* **Task details**
Look through the material below and return every line that contains "Circle".

* **Data extract**
* * * * * * * * *
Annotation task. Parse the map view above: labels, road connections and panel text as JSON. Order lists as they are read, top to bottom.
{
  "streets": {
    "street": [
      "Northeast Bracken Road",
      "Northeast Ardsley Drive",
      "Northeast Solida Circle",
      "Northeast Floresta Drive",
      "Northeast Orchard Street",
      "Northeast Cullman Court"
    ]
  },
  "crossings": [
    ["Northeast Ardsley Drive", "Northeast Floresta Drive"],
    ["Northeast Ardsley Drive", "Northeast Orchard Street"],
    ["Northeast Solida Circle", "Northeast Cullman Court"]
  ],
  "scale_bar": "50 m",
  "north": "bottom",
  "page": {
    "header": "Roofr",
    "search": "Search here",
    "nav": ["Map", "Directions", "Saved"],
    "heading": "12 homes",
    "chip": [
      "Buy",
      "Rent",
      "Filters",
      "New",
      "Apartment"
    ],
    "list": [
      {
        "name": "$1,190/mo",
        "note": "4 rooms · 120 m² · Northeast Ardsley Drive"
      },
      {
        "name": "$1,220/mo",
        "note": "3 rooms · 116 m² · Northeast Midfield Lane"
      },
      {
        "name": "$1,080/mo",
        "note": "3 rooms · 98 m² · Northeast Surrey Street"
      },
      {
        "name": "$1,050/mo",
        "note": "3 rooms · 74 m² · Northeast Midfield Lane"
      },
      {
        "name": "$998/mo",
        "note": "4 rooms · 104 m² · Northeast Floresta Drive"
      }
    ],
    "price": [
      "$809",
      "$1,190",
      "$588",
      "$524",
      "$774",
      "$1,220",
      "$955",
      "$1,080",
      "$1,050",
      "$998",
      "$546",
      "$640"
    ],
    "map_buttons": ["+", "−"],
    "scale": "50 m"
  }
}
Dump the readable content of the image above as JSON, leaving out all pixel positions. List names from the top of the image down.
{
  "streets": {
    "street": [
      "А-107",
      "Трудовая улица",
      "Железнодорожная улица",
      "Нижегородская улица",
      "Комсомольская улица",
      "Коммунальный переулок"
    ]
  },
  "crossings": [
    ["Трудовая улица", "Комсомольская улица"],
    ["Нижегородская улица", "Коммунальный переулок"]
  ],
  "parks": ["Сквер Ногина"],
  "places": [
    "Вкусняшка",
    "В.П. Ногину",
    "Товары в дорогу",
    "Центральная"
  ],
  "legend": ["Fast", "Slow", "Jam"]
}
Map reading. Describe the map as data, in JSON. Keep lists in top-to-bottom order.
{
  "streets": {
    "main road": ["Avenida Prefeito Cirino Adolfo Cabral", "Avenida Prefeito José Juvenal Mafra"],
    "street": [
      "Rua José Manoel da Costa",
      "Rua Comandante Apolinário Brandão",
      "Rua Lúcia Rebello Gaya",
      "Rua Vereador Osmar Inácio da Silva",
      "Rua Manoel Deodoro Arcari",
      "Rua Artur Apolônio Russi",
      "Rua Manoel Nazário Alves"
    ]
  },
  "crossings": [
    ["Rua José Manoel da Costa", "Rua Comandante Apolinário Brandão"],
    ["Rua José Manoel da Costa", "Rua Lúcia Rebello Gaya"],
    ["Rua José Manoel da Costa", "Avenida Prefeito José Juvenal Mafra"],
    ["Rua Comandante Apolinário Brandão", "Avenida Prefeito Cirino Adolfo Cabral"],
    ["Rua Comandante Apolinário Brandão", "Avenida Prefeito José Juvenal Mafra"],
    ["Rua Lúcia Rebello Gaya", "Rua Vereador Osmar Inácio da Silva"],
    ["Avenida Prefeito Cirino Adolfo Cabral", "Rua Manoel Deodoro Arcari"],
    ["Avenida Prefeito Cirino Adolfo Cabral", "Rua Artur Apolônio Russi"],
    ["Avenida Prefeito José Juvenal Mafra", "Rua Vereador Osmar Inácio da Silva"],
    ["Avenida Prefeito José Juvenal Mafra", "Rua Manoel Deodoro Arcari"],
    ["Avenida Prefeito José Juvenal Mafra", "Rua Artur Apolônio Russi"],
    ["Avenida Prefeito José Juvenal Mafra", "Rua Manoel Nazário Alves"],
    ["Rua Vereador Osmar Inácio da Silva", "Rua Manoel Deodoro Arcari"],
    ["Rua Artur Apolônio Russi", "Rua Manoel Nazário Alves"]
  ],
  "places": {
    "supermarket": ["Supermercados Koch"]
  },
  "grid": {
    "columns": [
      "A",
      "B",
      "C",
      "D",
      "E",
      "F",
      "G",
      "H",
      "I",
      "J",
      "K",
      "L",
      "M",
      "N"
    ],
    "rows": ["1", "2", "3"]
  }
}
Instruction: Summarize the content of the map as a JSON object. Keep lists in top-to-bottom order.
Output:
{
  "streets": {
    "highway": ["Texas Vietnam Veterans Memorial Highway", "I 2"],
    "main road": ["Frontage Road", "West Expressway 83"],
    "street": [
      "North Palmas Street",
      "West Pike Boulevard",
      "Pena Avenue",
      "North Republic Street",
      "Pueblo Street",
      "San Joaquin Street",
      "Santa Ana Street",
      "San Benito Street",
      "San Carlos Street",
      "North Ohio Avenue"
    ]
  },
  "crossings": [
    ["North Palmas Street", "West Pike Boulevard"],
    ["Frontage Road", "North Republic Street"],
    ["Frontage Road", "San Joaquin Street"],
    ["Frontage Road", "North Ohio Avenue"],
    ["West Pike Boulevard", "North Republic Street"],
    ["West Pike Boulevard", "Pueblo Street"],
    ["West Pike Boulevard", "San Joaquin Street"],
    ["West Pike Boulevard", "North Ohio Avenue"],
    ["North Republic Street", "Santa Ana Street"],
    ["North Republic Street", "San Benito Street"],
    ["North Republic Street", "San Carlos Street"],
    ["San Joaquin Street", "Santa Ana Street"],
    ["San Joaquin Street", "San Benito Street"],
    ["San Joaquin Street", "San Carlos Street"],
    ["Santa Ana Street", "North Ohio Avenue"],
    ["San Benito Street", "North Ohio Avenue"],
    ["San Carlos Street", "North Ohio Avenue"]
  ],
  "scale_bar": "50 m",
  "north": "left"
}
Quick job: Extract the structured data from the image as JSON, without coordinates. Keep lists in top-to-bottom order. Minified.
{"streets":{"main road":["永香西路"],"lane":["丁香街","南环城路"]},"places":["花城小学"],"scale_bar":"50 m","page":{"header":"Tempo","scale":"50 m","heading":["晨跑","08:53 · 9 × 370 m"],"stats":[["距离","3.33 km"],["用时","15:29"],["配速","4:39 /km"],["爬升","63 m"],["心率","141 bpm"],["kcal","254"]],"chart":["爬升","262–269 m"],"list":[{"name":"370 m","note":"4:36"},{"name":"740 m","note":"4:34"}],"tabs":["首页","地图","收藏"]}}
* * * * * * * * *
* **Response to this task**
      "Northeast Solida Circle",
    ["Northeast Solida Circle", "Northeast Cullman Court"]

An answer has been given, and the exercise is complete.